Comparison of goodness of fit in lactation curve modeling in Holstein dairy cows

Extended abstract
Introduction: Lactation curves are essential tools for understanding milk production patterns in dairy cattle, providing critical insights for herd management and genetic improvement. Modeling these curves accurately is vital to predict yield, optimize feeding strategies, and enhance overall productivity. Among the various approaches, non-linear models such as Wood, Wilmink, Dehanova, Cappio-Borlino, and Quei-Lido have been widely used to describe the lactation kinetics in Holstein cattle. However, comparative evaluations of these models' performance under similar conditions remain limited. This study aims to assess and compare the goodness-of-fit of these five established models to identify the most suitable for characterizing lactation curves in Holsteins, ensuring more precise and reliable production forecasting. Additionally, the possibility of utilizing the Dynamic Ordinary Least Squares (DOLS) method instead of the traditional nonlinear least squares approach for the best-fitted model was investigated to explore potential improvements in estimation accuracy.

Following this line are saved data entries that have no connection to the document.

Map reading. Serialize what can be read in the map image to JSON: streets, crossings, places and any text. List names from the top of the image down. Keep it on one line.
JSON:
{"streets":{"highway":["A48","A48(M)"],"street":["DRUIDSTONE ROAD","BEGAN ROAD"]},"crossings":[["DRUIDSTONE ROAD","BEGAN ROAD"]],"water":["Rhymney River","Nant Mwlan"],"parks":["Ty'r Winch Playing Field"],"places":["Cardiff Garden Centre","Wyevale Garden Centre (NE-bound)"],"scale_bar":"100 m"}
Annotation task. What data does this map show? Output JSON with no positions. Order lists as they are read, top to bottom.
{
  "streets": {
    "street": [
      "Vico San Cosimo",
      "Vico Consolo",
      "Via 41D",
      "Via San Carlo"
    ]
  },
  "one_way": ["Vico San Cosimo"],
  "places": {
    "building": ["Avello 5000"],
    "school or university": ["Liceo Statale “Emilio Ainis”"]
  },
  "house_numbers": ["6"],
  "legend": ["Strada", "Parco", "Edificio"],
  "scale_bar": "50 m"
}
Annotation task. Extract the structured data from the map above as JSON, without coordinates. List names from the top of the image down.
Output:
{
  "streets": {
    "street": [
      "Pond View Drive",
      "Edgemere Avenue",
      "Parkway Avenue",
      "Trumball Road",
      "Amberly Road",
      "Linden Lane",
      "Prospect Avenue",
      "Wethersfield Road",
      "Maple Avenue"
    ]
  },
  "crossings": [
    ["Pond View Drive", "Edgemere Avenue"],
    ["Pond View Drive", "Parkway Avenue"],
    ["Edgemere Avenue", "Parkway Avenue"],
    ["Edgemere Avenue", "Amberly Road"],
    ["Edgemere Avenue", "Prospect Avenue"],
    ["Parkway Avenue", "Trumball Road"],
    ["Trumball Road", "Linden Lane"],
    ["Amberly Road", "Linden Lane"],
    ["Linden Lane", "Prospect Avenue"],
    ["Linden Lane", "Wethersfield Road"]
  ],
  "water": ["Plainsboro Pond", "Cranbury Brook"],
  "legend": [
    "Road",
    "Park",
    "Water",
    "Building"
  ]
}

Materials and Methods: This study utilized milk production records from a dairy farm in Tehran Province, Iran, under the supervision of the National Animal Breeding Center. The dataset included 1050 test-day records from the first three lactation periods (1st to 3rd), spanning 305 days in milk (DIM). Only cows with a minimum of 10 valid test-day records and lactations exceeding 200 days were considered. Lactation curves were fitted using five non-linear models—Wood, Wilmink, Dehanova, Cappio-Borlino, and Quei-Lido—implemented in R software (packages nlme and minpack.lm). Model performance was assessed using goodness-of-fit criteria, including the coefficient of determination (R²), root mean square error (RMSE), and Akaike Information Criterion (AIC). Upon identifying the best-performing model, the DOLS method was applied to evaluate its potential for improving parameter estimation accuracy. This analysis was conducted using records from the first three lactations of eight Holstein dairy cows.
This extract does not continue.